Your task is to reproduce exactly the lines from the one containing "I am building" through the last line below, both ends included, and nothing else, with no pictures.

#### GIVEN INFORMATION

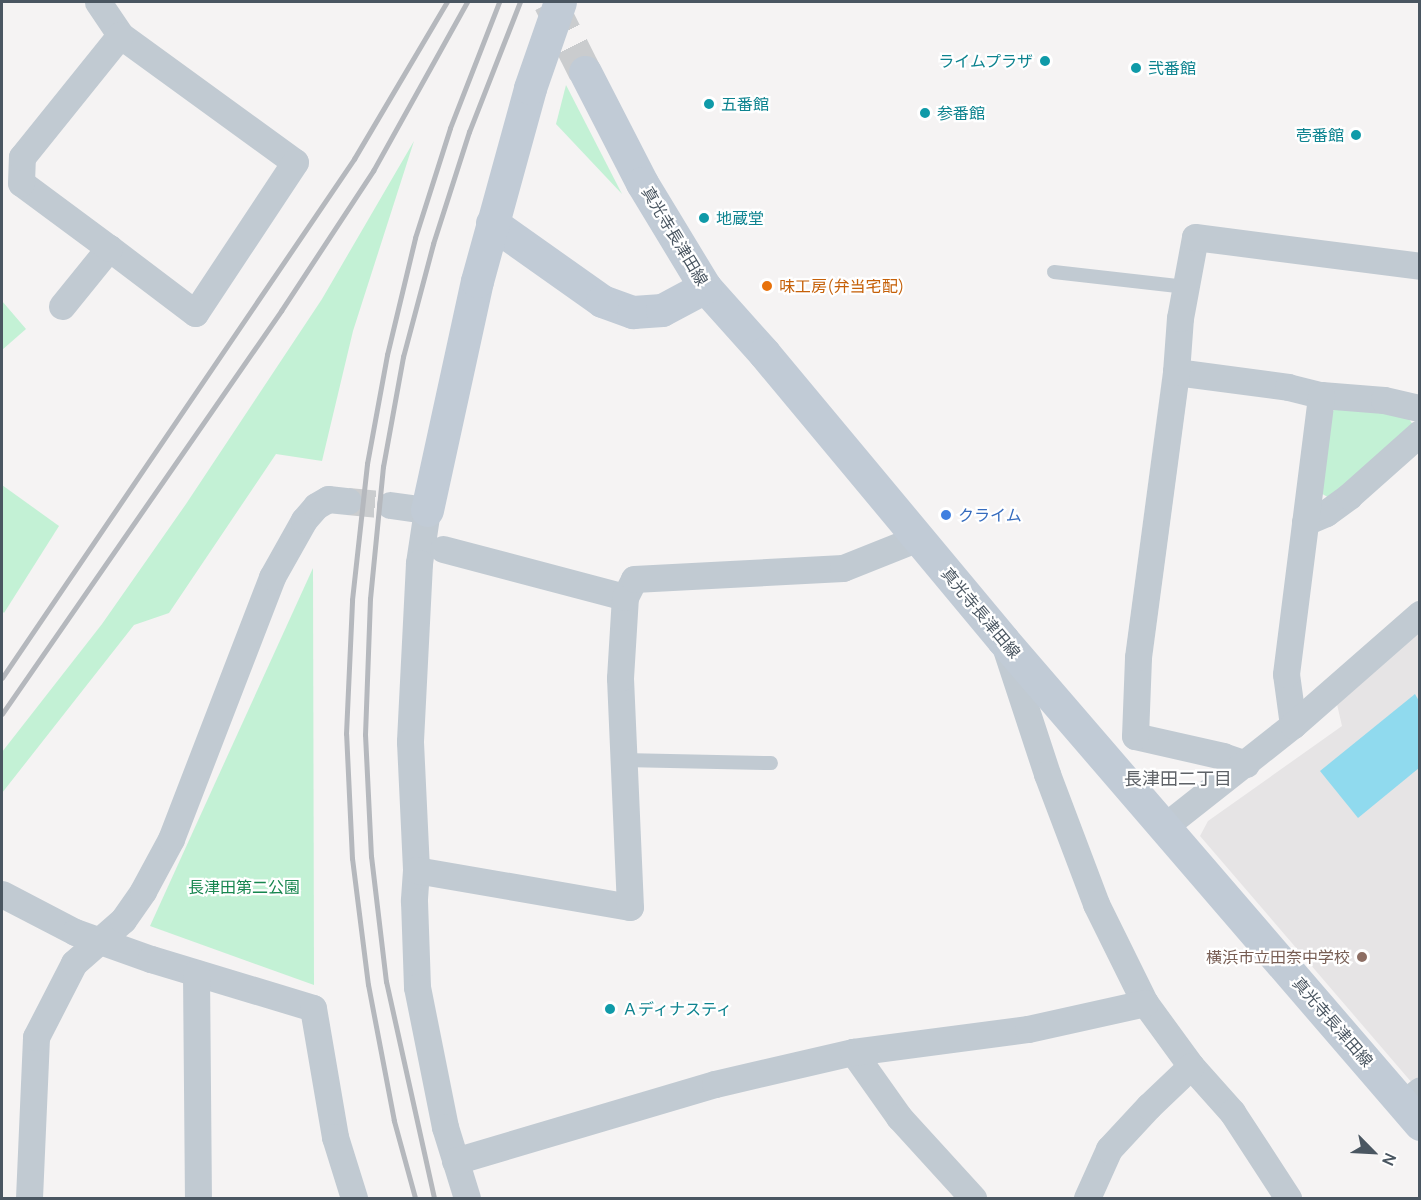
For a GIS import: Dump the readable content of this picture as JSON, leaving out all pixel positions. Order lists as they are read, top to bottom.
{
  "streets": {
    "main road": ["真光寺長津田線"]
  },
  "districts": ["長津田二丁目"],
  "parks": ["長津田第二公園"],
  "places": [
    "ライムプラザ",
    "弐番館",
    "五番館",
    "参番館",
    "壱番館",
    "地蔵堂",
    "味工房(弁当宅配)",
    "クライム",
    "横浜市立田奈中学校",
    "Ａディナスティ"
  ],
  "north": "bottom right"
}
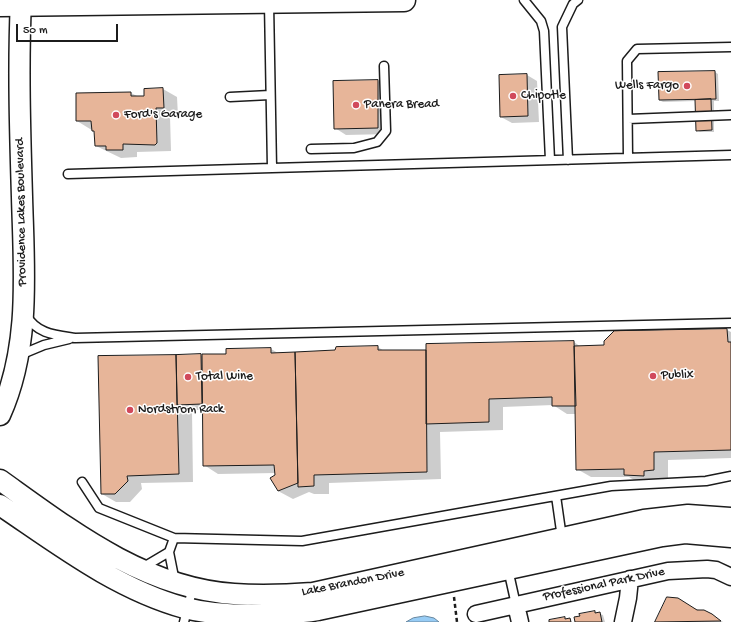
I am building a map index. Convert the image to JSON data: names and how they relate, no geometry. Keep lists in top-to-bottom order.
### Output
{
  "streets": {
    "street": ["Providence Lakes Boulevard", "Lake Brandon Drive", "Professional Park Drive"]
  },
  "places": [
    "Wells Fargo",
    "Chipotle",
    "Panera Bread",
    "Ford's Garage",
    "Publix",
    "Total Wine",
    "Nordstrom Rack"
  ],
  "scale_bar": "50 m"
}
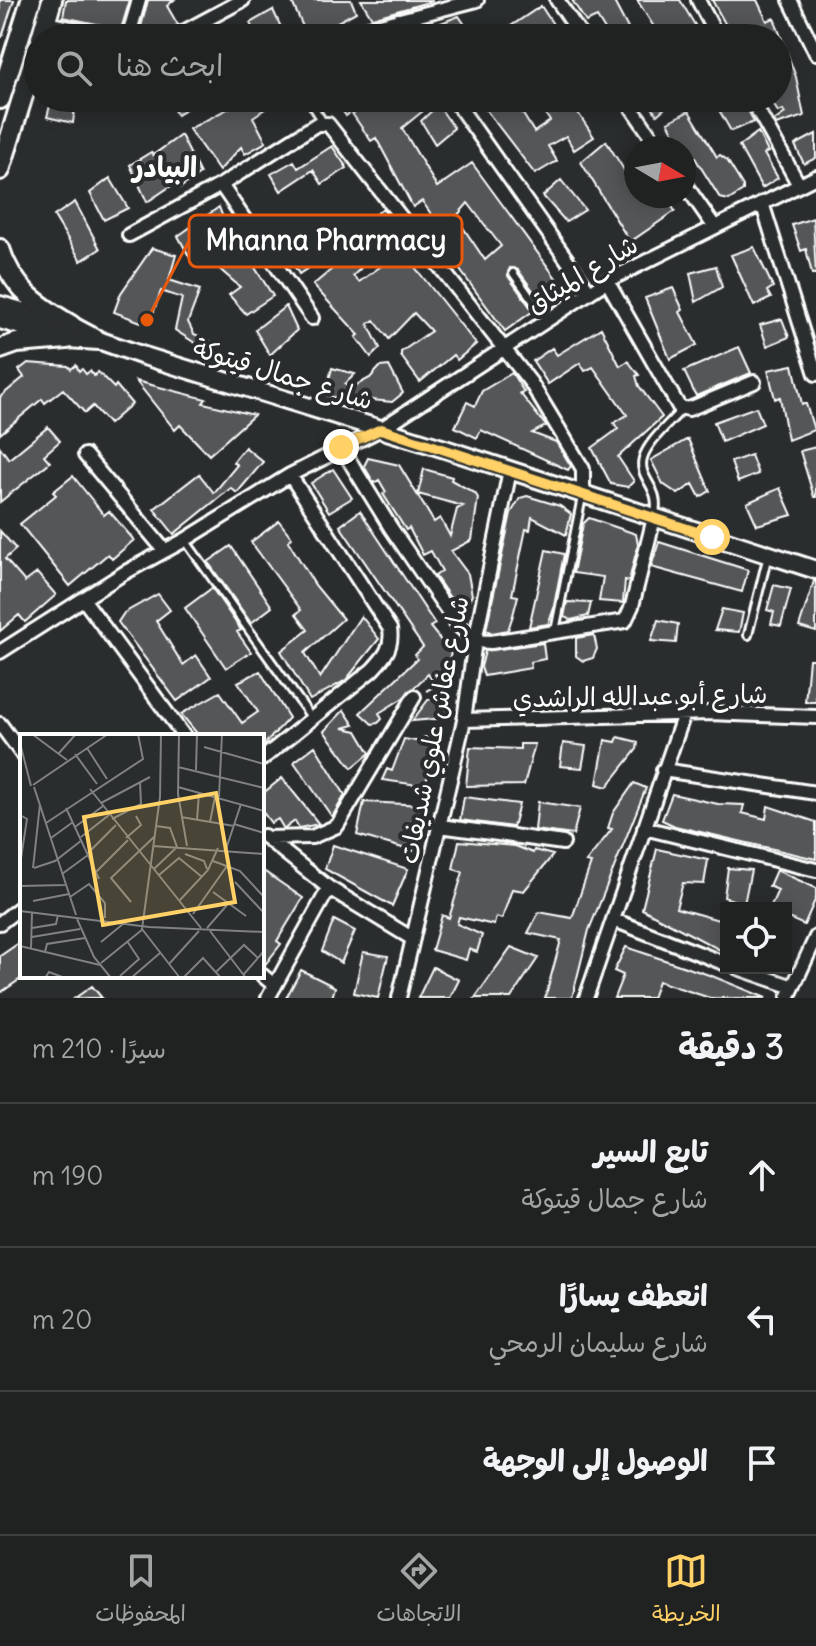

########

YOUR SOLUTION:
I am building a map index. Convert the image to JSON data: names and how they relate, no geometry. Keep lists in top-to-bottom order.
### Output
{
  "streets": {
    "street": ["Providence Lakes Boulevard", "Lake Brandon Drive", "Professional Park Drive"]
  },
  "places": [
    "Wells Fargo",
    "Chipotle",
    "Panera Bread",
    "Ford's Garage",
    "Publix",
    "Total Wine",
    "Nordstrom Rack"
  ],
  "scale_bar": "50 m"
}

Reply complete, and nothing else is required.